Requirement:
Check every line below for the word "stream" and show those that hold it.

Stored data:
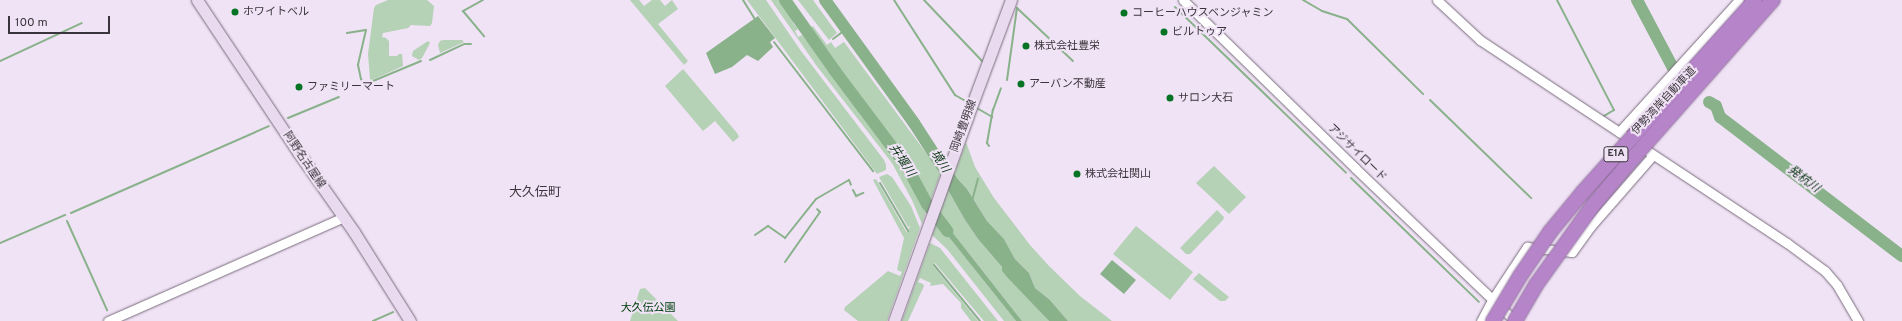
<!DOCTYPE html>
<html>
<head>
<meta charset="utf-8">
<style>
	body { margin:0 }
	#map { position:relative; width:1902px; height:321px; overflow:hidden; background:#f0e3f5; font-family:Overpass,"Noto Sans JP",sans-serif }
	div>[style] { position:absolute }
	.green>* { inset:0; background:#b5d1b6 }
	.water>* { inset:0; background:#89b28b }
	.stream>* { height:2px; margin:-1px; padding:0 1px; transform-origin:1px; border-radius:1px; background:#89b28b }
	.river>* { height:12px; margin:-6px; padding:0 6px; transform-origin:6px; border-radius:6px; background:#89b28b }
	.roads { filter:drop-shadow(0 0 1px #786c7c) drop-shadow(0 0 1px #786c7c) }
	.tertiary>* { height:9px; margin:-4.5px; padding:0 4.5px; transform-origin:4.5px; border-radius:4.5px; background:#fff }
	.secondary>* { height:11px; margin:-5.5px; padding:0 5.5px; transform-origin:5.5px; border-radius:5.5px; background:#e9daef }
	.bridges { filter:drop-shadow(0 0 1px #8a6898) drop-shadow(0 0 1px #8a6898) }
	.motorway-bridge>* { height:14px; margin:-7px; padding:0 7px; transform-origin:7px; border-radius:7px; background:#b584c9 }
	.dots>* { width:11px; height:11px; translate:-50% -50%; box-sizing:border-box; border:2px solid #f0e3f5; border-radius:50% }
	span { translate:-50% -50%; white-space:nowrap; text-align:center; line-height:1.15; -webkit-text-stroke:4px #f0e3f5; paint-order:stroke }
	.shield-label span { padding:1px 3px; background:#f0e3f5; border:1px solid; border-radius:3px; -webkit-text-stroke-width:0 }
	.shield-label { font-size:10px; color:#3a353c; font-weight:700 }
	.poi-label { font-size:11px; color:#3a353c }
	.left { translate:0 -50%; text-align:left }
	.street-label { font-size:11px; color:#3a353c }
	.park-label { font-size:11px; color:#00400e }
	.water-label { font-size:12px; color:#073610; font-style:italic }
	.quarter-label { font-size:13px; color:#3a353c }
	.scale { position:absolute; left:8px; top:16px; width:102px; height:18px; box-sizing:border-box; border:2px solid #3a353c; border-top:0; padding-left:5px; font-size:12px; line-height:14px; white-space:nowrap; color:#3a353c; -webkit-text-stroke:3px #f0e3f5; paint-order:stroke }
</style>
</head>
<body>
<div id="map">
	<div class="green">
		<i style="clip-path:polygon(388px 0,427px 0,434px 6px,432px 23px,430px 26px,411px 25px,408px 28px,383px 33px,382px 37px,386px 38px,389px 41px,389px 56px,397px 56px,399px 54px,402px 54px,403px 66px,372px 80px,370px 79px,368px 54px,374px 8px,376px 5px)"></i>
		<i style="clip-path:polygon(630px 0,639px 0,644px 6px,652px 0,660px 0,665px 6px,672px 0,678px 9px,658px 24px,688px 61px,684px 65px)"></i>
		<i style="clip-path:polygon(747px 0,766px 0,801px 51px,884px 160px,886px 165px,886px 170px,877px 174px)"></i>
		<i style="clip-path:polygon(771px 0,780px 0,794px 21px,793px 23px,798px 29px,795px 31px,798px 37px,802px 35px,806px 40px,809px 39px,900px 160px,927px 208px,922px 224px,912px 200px,892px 163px,816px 65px)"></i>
		<i style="clip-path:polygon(798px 0,813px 0,837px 33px,829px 40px)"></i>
		<i style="clip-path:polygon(813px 26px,827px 45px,831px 42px,835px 48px,844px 42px,929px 157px,940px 175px,930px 202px,907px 162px,812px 36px,811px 27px)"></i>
		<i style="clip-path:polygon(443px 40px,462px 40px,464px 42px,440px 53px,438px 45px,440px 41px)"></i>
		<i style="clip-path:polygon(428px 41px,430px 43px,422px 58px,419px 60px,412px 56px,413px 51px)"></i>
		<i style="clip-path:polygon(683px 69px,737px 133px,739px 137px,733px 142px,715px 121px,703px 131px,665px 86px)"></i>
		<i style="clip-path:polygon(966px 142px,975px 167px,994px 198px,1030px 245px,1049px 266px,1080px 296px,1112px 321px,1068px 321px,1050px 300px,1035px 288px,1029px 273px,1015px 259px,1004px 239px,987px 221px,967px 189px,954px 175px)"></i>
		<i style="clip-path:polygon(1214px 166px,1246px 197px,1229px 214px,1196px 183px)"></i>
		<i style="clip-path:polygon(887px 174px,892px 177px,911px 206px,920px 228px,887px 321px,858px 321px,844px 310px,845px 307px,888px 271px,900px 276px,902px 272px,897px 270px,904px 238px,873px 180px,876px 179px,907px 233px,910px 226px,908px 227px,879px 177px)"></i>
		<i style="clip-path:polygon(948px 190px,965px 220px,978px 239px,1002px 267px,1002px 271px,1049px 321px,1022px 321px,949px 228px,939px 216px)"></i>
		<i style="clip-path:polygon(1217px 210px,1224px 217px,1223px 220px,1190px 254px,1186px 254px,1180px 248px)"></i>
		<i style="clip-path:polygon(937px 221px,948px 236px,1016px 321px,1004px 321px,947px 249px,932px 235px)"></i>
		<i style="clip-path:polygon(1136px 226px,1193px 272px,1170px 300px,1113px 254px)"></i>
		<i style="clip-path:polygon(930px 243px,940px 248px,998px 321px,984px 321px,935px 263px,933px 266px,978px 321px,971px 321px,961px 308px,961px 303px,943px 284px,930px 286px,931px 283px,920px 278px,918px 282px,923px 284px,924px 286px,908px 321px,902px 321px)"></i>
		<i style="clip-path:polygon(1199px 273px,1229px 297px,1225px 301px,1220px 301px,1193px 279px)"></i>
		<i style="clip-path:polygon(645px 288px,678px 321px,630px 321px,640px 289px)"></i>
	</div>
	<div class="water">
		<i style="clip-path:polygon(758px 16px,775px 38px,770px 42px,773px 47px,758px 61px,747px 55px,732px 67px,715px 74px,706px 53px)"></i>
		<i style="clip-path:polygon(954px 175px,967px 189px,987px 221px,1004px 239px,1015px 259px,1029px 273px,1035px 288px,1050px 300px,1068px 321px,1049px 321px,1007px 277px,1002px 271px,1002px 267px,978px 239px,965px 220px,948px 190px)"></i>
		<i style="clip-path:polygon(939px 216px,949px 228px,1022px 321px,1016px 321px,948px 236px,937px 221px)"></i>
		<i style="clip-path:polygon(1112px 260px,1136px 280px,1124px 294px,1100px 274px)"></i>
	</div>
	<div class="stream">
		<i style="left:483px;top:0;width:23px;rotate:151deg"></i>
		<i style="left:463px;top:11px;width:33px;rotate:50deg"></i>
		<i style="left:743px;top:0;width:22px;rotate:58deg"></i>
		<i style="left:894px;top:0;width:113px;rotate:57.3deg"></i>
		<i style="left:955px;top:95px;width:16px;rotate:30deg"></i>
		<i style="left:924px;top:0;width:87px;rotate:46.4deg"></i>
		<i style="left:1303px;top:0;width:22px;rotate:30deg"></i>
		<i style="left:1322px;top:11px;width:26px;rotate:18deg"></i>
		<i style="left:1347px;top:19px;width:107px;rotate:44.6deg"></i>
		<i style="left:1557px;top:0;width:124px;rotate:62.6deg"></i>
		<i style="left:1614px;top:110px;width:12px;rotate:149deg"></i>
		<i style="left:1175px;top:7px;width:238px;rotate:44.1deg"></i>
		<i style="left:347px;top:33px;width:19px;rotate:-9deg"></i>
		<i style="left:366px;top:30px;width:36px;rotate:103deg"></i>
		<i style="left:358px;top:65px;width:14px;rotate:78deg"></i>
		<i style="left:361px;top:79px;width:4px;rotate:63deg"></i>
		<i style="left:833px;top:39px;width:15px;rotate:-37deg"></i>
		<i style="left:774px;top:42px;width:163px;rotate:52.5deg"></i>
		<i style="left:430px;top:60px;width:38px;rotate:-25deg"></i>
		<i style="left:465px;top:44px;width:6px"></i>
		<i style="left:0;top:61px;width:90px;rotate:-24.9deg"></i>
		<i style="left:1007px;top:80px;width:73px;rotate:-82.1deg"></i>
		<i style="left:1017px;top:8px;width:77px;rotate:43.4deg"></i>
		<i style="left:373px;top:81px;width:52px;rotate:-22.6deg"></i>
		<i style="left:1430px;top:100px;width:141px;rotate:44.1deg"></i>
		<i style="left:975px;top:107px;width:20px;rotate:30deg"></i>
		<i style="left:288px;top:118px;width:55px;rotate:-22.4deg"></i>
		<i style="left:989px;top:146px;width:4px;rotate:-124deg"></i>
		<i style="left:987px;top:143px;width:34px;rotate:-80deg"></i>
		<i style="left:993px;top:110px;width:23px;rotate:-70deg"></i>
		<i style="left:1351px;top:178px;width:178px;rotate:44.1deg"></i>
		<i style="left:880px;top:183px;width:56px;rotate:59.7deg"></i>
		<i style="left:853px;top:190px;width:7px;rotate:63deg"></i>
		<i style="left:856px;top:196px;width:8px;rotate:-23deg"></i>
		<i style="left:972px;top:201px;width:23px;rotate:-75deg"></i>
		<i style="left:71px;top:213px;width:216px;rotate:-23.7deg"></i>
		<i style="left:67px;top:221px;width:98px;rotate:65.8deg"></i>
		<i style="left:755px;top:235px;width:16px;rotate:-35deg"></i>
		<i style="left:768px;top:226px;width:21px;rotate:35deg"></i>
		<i style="left:785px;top:238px;width:50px;rotate:-51.5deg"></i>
		<i style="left:816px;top:199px;width:38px;rotate:-30deg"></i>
		<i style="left:849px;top:180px;width:5px;rotate:68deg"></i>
		<i style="left:0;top:243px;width:71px;rotate:-23.3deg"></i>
		<i style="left:785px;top:262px;width:61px;rotate:-55deg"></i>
		<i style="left:820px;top:212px;width:4px;rotate:-135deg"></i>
		<i style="left:934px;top:265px;width:72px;rotate:50.6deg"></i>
		<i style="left:373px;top:321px;width:22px;rotate:-24deg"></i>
	</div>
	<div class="river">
		<i style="left:785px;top:0;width:87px;rotate:54.8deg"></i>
		<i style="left:835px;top:71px;width:120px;rotate:53.1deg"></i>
		<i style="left:907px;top:167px;width:42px;rotate:61.6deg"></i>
		<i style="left:927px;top:204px;width:34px;rotate:53deg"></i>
		<i style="left:825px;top:0;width:152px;rotate:54.1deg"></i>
		<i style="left:914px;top:123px;width:85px;rotate:57.1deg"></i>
		<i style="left:1637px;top:0;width:77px;rotate:62.1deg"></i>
		<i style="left:1709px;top:102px;width:8px;rotate:30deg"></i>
		<i style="left:1716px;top:106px;width:12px;rotate:70deg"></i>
		<i style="left:1720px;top:117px;width:229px;rotate:37.4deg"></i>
	</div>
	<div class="roads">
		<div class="tertiary">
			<i style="left:1183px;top:0;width:240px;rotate:44.3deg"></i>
			<i style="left:1355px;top:168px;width:221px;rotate:43.7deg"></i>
			<i style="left:1437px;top:0;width:59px;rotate:42.9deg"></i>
			<i style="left:1480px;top:40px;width:368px;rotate:33.5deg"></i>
			<i style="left:1787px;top:243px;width:47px;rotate:36.4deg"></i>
			<i style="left:1825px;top:271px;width:18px;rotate:49deg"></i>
			<i style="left:1837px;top:285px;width:42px;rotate:59.7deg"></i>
			<i style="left:1619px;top:132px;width:178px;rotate:-47.7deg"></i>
			<i style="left:108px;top:321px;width:258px;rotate:-23.8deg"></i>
			<i style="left:1481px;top:321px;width:24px;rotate:-62deg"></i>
			<i style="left:1492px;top:300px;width:64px;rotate:-56.6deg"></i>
			<i style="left:1527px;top:247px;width:45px;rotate:6.3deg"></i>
			<i style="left:1572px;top:252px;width:32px;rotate:-54deg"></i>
			<i style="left:1591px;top:226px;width:94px;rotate:-48.9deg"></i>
		</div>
		<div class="secondary">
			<i style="left:197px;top:0;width:182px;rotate:56.4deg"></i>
			<i style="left:298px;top:152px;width:98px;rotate:55deg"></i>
			<i style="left:354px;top:232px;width:105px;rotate:57.8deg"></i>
			<i style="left:894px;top:321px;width:216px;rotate:-70.2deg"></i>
			<i style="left:967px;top:118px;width:126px;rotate:-69.6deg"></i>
		</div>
	</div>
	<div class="bridges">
		<div class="motorway-bridge">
			<i style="left:1493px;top:321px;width:52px;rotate:-59deg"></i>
			<i style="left:1520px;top:276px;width:53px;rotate:-55.7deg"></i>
			<i style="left:1550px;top:232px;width:52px;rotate:-50.5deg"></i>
			<i style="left:1583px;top:192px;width:258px;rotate:-48.1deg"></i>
			<i style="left:1515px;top:321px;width:42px;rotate:-59.7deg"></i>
			<i style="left:1536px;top:285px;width:100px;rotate:-54.4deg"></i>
			<i style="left:1594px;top:204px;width:60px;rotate:-49.7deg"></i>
			<i style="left:1633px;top:158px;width:211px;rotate:-48.5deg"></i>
		</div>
	</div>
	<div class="dots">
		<i style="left:235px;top:12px;background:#077325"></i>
		<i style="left:1124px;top:13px;background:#077325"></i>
		<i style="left:1164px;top:32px;background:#077325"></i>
		<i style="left:1026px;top:46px;background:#077325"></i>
		<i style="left:1021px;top:84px;background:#077325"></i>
		<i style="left:299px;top:87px;background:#077325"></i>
		<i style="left:1170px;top:98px;background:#077325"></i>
		<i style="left:1077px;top:174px;background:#077325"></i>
	</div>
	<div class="shield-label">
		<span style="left:1616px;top:154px">E1A</span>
	</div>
	<div class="poi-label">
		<span class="left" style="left:243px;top:12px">ホワイトベル</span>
		<span class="left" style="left:1132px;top:13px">コーヒーハウスベンジャミン</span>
		<span class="left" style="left:1172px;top:32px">ビルトゥア</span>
		<span class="left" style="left:1034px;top:46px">株式会社豊栄</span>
		<span class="left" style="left:1029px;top:84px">アーバン不動産</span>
		<span class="left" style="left:307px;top:87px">ファミリーマート</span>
		<span class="left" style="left:1178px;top:98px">サロン大石</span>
		<span class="left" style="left:1085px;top:174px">株式会社関山</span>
	</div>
	<div class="street-label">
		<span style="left:1664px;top:101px;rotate:-47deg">伊勢湾岸自動車道</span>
		<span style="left:964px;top:126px;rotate:-70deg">岡崎豊明線</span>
		<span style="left:1357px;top:153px;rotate:44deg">アジサイロード</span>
		<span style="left:304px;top:160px;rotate:56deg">阿野名古屋線</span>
	</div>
	<div class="park-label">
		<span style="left:648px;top:308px">大久伝公園</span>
	</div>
	<div class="water-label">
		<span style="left:901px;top:161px;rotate:56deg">井堰川</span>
		<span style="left:939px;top:162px;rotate:57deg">境川</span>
		<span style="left:1803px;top:180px;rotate:37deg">発杭川</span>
	</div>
	<div class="quarter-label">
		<span style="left:535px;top:193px">大久伝町</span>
	</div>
	<div class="scale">100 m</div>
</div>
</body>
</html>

Reply:
	.stream>* { height:2px; margin:-1px; padding:0 1px; transform-origin:1px; border-radius:1px; background:#89b28b }
	<div class="stream">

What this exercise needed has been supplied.